3189: Conic Sections

2026-01-21T15:49:30Z

2620:72:0:60C:C46F:9E8E:9110:51CA:

{{comic
| number = 3189
| date = January 2, 2026
| title = Conic Sections
| image = conic_sections_2x.png
| imagesize = 288x322px
| noexpand = true
| titletext = They're not generally used for crewed spacecraft because astronauts HATE going around the corners.
}}

{{incomplete|This explanation is full of jargon from both orbital mechanics and geometry, making the explanation unnecessarily complicated. It buries the punchline in the middle of a discussion about the two-body problem, moment inertia, and general relativity, none of which are relevant to this comic.}}
==Explanation==
A {{w|Kepler orbit}} describes the simplified motion of one celestial object relative to another. Such an orbit will form a {{w|conic section}} — a curve obtained from a cone's surface intersecting a plane. The three types of conic section are the hyperbola, the parabola, and the ellipse; the circle is a special case of the ellipse, though it is sometimes considered a fourth type, while intersections of the plane with the point of the cone (just that point, a straight line through that point or else four converging lines that all meet at the point) are possible constructions that are usually excluded. (In reality, this model is based only on the most simple modeling of two point masses, and ignores any other factors such as the gravity of other objects, non-gravitational forces (e.g. atmospheric drag), each object being a non-spherical(/non-point) body of non-uniform density and any {{w|Relativistic angular momentum#Orbital 3d angular momentum|relativistic effects}}, but it serves as a good basis for most orbital calculations before needing further refinements to cover the most relevant additional perturbations for a given scenario.)

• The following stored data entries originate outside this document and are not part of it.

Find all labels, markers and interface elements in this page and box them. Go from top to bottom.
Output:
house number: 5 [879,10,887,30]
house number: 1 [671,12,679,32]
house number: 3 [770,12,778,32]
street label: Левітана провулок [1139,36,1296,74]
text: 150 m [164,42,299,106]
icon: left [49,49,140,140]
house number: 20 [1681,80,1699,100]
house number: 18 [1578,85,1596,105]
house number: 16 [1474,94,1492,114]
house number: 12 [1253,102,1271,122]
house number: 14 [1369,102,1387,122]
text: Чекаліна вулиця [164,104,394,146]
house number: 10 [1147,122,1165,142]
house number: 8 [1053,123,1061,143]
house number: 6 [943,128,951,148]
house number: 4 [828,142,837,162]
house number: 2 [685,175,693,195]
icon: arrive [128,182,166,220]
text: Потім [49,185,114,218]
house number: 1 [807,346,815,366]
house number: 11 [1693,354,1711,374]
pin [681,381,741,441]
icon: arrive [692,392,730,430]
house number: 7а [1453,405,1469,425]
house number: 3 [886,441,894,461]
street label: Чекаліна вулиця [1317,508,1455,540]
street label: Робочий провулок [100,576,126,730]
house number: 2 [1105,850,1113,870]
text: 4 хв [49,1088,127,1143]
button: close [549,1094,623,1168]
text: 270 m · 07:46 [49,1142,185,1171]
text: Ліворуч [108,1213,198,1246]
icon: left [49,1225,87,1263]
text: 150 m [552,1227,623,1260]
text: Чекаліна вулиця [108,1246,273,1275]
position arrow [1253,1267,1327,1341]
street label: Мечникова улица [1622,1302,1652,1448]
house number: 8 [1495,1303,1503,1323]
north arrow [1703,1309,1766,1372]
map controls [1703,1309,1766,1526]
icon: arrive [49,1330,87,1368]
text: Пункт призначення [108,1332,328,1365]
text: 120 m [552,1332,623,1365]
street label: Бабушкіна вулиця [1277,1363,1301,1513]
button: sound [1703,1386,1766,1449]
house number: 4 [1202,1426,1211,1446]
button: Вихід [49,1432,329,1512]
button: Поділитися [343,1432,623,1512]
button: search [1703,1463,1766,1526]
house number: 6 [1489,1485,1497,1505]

[[File:TypesOfConicSections.jpg|thumb|alt=Example conic sections|How conic sections emerge from various planar intersections with bidirectional cones, which technically continue beyond the 'top' and 'bottom' of each diagram.
<hr/>1) Plane intersects perpendicular to conic axis, results in a circular line (often counted as an ellipse of zero eccentricity) around one cone.
<br/>2) Plane intersects at a small angle away from the perpendicular, results in an elliptic line around one cone.
<br/>3) Plane intersects exactly at the angle of the (opposite) slope of the cone, results in an open-ended line that continues parabolically to infinity at an ever-increasing width (by decreasing degree) but at constant offset from the parallel slope of that cone.
<br/>4) Plane intersects at an angle closer to the axis than the cone slope (including being exactly parallel to the axis, as here), resulting in two open-ended hyperbolic lines to infinity (eventually tending to diverge at the rate of the conic slope itself), one upon each cone.
<hr/>In this comic, the orbital shape is similar to the one in figure 3 (a {{w|parabolic trajectory}} that does not technically 'orbit' the focal mass) with the 'end' of the lower cone included. Or, given the implication of this being based upon a mostly standard non-circular orbit, it might be a version of figure 2 but with the angled plane being lower so that the ellipse is cut off by the nominal 'bottom' of the diagrammatic cone.]]

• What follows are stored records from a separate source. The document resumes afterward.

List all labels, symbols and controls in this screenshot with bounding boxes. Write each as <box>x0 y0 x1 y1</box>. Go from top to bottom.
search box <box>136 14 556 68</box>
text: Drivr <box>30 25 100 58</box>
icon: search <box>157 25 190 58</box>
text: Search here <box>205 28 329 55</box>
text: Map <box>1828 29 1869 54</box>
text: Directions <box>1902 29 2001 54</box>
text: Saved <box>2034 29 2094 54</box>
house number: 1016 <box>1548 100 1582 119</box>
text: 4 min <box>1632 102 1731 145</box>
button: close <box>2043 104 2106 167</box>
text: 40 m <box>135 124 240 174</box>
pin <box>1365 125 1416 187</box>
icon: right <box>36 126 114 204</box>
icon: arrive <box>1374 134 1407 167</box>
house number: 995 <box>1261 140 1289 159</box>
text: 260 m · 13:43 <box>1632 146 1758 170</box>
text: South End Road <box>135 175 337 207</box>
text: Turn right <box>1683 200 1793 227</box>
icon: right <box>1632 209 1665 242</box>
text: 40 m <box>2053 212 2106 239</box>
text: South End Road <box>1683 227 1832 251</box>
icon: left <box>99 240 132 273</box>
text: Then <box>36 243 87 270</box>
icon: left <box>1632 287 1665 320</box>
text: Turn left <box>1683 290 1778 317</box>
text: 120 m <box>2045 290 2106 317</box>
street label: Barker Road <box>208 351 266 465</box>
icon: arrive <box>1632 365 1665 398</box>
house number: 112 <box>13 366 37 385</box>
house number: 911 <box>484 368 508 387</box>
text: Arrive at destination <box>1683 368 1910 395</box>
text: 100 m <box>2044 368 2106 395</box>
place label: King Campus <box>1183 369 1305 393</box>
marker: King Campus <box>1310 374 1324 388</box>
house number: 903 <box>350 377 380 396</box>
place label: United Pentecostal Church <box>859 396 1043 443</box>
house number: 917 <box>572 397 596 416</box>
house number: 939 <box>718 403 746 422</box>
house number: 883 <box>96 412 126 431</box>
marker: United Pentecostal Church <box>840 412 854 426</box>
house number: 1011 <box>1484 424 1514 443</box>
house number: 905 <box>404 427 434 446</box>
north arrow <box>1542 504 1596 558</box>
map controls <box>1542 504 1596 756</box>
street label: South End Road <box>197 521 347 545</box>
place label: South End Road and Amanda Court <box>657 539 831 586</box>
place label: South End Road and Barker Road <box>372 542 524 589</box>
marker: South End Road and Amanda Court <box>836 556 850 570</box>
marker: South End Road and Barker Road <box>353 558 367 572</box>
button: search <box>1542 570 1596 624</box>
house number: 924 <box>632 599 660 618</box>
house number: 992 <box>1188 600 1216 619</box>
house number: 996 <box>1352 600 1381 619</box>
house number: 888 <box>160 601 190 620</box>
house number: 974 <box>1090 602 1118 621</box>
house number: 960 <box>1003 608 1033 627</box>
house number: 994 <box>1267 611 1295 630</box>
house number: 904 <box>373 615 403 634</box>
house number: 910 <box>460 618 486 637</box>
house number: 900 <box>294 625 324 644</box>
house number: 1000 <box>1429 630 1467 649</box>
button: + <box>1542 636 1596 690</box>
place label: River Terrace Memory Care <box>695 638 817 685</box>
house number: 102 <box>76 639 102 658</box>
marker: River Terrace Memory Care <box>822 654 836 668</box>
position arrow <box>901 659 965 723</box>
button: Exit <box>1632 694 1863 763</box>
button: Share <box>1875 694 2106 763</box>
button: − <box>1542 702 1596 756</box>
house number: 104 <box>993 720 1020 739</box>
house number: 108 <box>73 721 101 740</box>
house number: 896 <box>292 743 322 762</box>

In real conic sections, the cone effectively extends to infinity (whether or not the useful section of the intersecting curve does). In the comic, however, the "conic section" representing the satellite's orbit (with its unseen point pointing generally to the left of the image) has been assumed to be through a cone which has a flat circular base (presumed to be somewhere close to vertical, towards the right of the image) set at a distance that inconveniently crosses the indicated orbital path (that might be assumed to be fully elliptical, otherwise), resulting in sharp corners where the angled planar intersection through the cone meets that base.

The comic does not indicate ''why'' or ''how'' this orbit involves the 'base' of the cone. Being in a free orbit normally means following an ellipse (or very similar, outside of the mathematically strict {{w|two-body problem}}) in which there is net zero acceleration, combining the pull of gravity and the forces that would be felt due to the continually changing direction alone.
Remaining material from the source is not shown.